Le Parti socialiste inaugure vendredi un nouveau laboratoire d’idées baptisé Noûs avec la volonté de contrer la progression des idées réactionnaires
Le Parti socialiste lance un think tank baptisé Noûs (« esprit », « intelligence » en grec), pour mener « la bataille culturelle » face au « néo-conservatisme d’extrême droite », a-t-on appris vendredi auprès de ses deux coprésidents, Julie Martinez et Gaston Laval. Ce think tank, qui se prononce « nousse », a pour objectif de poursuivre « le renouveau doctrinal » du Parti socialiste et d’être « un outil de résistance ».
« On est à un moment clé de notre temporalité politique en amont de la présidentielle et à un moment clé de la nécessité de renouveler notre logiciel intellectuel à gauche », face aux défis de l’urgence climatique, de l’intelligence artificielle et de « la grande bataille culturelle » face à « la vague réactionnaire », justifie Gaston Laval, conseiller socialiste de Paris.

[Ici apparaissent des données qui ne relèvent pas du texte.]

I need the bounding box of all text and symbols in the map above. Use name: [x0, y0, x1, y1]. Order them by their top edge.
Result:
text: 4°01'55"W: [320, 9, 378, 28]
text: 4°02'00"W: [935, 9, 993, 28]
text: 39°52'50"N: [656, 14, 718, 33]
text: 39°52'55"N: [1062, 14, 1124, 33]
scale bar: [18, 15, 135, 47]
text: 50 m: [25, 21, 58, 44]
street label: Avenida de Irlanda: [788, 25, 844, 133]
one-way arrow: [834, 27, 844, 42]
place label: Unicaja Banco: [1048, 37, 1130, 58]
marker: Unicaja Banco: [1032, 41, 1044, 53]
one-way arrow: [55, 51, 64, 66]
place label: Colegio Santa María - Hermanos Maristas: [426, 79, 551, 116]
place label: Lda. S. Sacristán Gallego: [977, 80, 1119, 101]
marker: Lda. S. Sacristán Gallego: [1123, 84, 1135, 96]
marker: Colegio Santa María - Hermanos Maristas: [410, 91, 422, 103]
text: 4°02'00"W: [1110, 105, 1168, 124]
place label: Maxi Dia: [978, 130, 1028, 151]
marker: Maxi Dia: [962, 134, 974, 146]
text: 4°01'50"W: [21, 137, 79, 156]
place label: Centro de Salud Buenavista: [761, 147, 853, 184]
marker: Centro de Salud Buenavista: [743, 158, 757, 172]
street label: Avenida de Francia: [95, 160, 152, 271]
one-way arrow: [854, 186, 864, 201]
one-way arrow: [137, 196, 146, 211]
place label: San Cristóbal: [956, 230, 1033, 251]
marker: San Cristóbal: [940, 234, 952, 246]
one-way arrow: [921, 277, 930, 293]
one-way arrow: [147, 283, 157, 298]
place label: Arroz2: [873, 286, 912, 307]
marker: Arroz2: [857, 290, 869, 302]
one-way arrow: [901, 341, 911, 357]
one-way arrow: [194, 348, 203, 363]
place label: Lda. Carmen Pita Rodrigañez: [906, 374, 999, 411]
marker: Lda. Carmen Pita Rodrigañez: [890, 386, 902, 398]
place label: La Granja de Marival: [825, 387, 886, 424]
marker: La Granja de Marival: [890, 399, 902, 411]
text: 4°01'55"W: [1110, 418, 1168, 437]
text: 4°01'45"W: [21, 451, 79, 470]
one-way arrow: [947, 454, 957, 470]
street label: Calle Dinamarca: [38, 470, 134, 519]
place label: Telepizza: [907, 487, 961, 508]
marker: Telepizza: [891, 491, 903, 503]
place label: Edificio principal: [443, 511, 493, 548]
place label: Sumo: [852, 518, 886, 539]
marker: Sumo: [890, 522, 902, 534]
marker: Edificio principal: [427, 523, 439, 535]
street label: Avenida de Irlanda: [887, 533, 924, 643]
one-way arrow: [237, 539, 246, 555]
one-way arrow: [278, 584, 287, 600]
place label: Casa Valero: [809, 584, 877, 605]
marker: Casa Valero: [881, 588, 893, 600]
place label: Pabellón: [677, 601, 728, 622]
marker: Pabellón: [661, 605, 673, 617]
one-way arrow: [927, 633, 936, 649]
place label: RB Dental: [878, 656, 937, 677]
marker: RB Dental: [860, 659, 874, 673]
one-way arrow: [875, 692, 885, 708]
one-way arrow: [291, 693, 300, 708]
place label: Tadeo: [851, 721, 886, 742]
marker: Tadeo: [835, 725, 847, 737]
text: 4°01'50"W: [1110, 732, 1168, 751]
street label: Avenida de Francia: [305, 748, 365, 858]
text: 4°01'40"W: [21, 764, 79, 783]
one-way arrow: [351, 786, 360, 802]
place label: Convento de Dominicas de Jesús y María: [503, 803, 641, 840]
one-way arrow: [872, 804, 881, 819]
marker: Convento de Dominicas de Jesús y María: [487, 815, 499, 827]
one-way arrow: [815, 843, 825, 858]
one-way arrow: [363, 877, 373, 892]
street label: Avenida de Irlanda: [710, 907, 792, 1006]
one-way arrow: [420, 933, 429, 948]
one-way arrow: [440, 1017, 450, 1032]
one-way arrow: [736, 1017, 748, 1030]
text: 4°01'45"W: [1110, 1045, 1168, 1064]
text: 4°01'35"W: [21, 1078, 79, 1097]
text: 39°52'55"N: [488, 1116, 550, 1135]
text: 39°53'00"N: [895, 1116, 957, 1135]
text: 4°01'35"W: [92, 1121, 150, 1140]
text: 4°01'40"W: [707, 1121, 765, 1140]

Envisagé comme un « nouveau maillon » entre intellectuels, personnalités culturelles et le parti d’Olivier Faure, Noûs va agréger les forces vives qui souhaitaient contribuer mais « ne savaient pas exactement à quelle porte frapper », ajoute-t-il.
Au programme : des sujets « à penser sur le temps long et toujours avec un pas de côté », mais avec l’objectif de « trouver une répercussion sur le terrain », souligne Julie Martinez, conseillère socialiste d’opposition à Clichy-la-Garenne (Hauts-de-Seine) et à la tête du laboratoire d’idées France Positive, fondé par Jacques Attali. Parmi les premiers thèmes de réflexion, le sommeil, le bruit ou encore « la question du temps perdu qu’on pourrait récupérer à l’aune de grandes révolutions technologiques parmi lesquelles l’IA générative », détaille-t-elle. Noûs sera lancé le 8 juin, lors d’une soirée à Paris, qui aura pour thème « Nos vies empêchées : la violence contre les corps, les esprits, la démocratie ».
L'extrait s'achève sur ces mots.